[Records from a data collection]

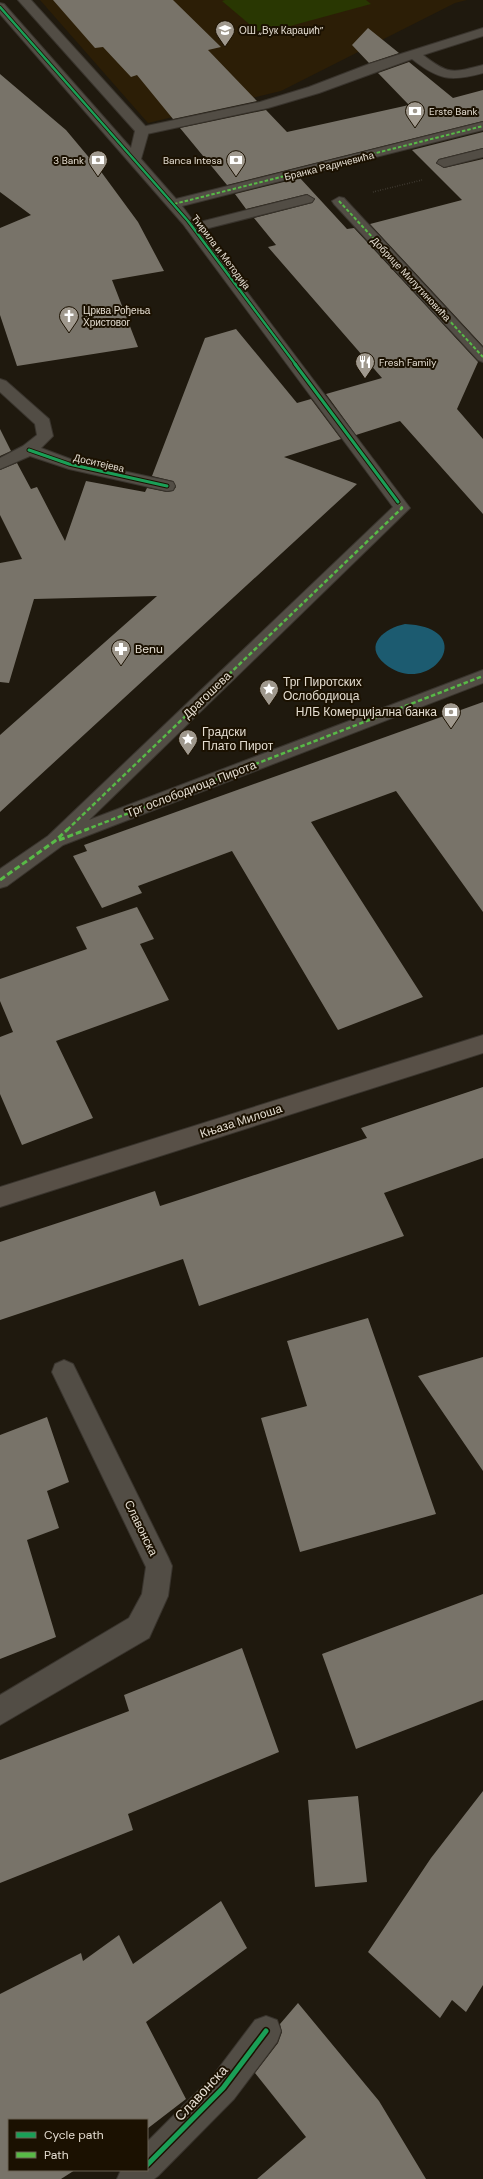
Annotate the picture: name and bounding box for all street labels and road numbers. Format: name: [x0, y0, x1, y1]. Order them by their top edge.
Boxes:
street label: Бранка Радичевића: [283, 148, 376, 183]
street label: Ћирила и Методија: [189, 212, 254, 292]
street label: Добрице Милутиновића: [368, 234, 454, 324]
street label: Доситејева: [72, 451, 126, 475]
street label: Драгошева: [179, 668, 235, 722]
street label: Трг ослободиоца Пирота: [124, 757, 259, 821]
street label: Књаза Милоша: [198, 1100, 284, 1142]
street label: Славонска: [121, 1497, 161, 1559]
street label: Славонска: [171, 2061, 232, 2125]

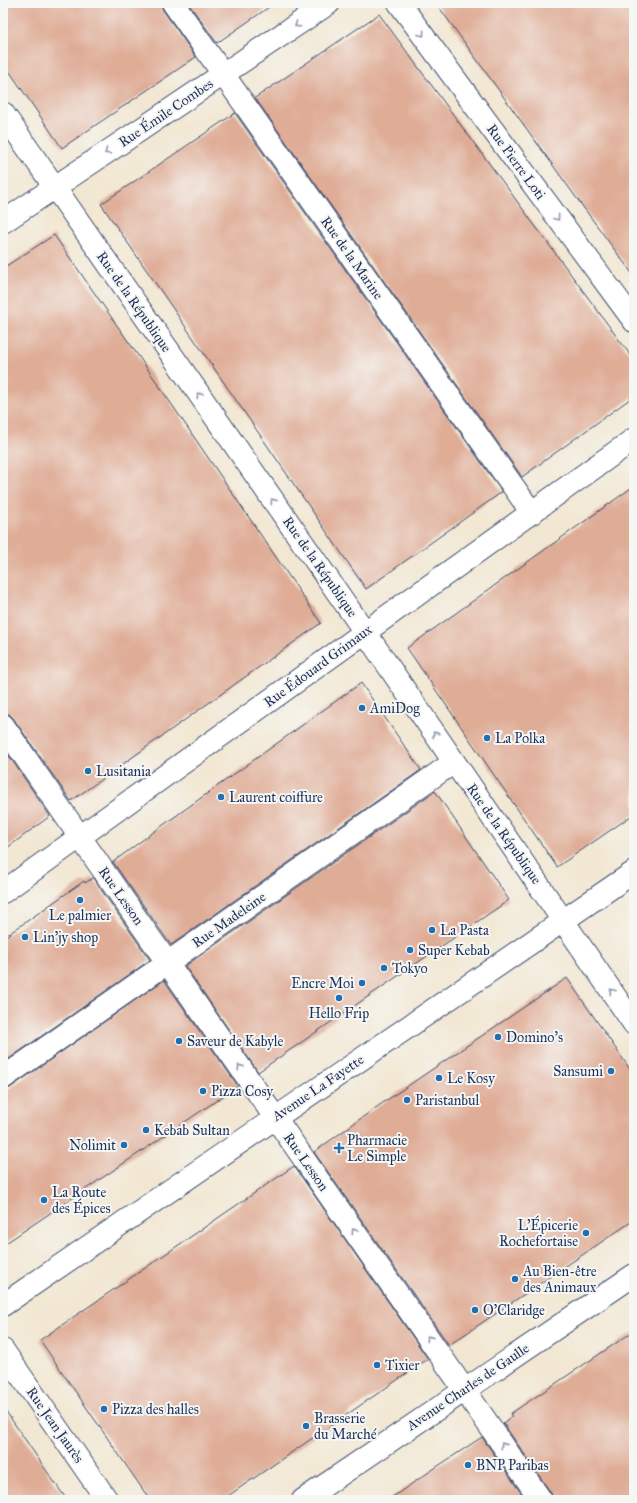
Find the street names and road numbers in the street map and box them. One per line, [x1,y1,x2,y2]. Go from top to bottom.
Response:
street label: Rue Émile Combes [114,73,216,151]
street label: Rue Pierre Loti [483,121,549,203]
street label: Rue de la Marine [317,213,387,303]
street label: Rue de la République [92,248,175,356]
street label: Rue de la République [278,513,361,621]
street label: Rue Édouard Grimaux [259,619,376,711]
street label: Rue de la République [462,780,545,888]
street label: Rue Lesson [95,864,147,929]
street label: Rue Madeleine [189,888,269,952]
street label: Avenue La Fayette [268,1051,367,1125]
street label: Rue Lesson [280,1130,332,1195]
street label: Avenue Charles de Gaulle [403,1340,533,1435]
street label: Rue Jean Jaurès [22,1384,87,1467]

▸ **The task**: Transcribe every entry word for word, excluding images.

▸ **Response below**:
Annotate the picture: name and bounding box for all street labels and road numbers. Format: name: [x0, y0, x1, y1]. Order them by their top edge.
Boxes:
street label: Бранка Радичевића: [283, 148, 376, 183]
street label: Ћирила и Методија: [189, 212, 254, 292]
street label: Добрице Милутиновића: [368, 234, 454, 324]
street label: Доситејева: [72, 451, 126, 475]
street label: Драгошева: [179, 668, 235, 722]
street label: Трг ослободиоца Пирота: [124, 757, 259, 821]
street label: Књаза Милоша: [198, 1100, 284, 1142]
street label: Славонска: [121, 1497, 161, 1559]
street label: Славонска: [171, 2061, 232, 2125]

Find the street names and road numbers in the street map and box them. One per line, [x1,y1,x2,y2]. Go from top to bottom.
Response:
street label: Rue Émile Combes [114,73,216,151]
street label: Rue Pierre Loti [483,121,549,203]
street label: Rue de la Marine [317,213,387,303]
street label: Rue de la République [92,248,175,356]
street label: Rue de la République [278,513,361,621]
street label: Rue Édouard Grimaux [259,619,376,711]
street label: Rue de la République [462,780,545,888]
street label: Rue Lesson [95,864,147,929]
street label: Rue Madeleine [189,888,269,952]
street label: Avenue La Fayette [268,1051,367,1125]
street label: Rue Lesson [280,1130,332,1195]
street label: Avenue Charles de Gaulle [403,1340,533,1435]
street label: Rue Jean Jaurès [22,1384,87,1467]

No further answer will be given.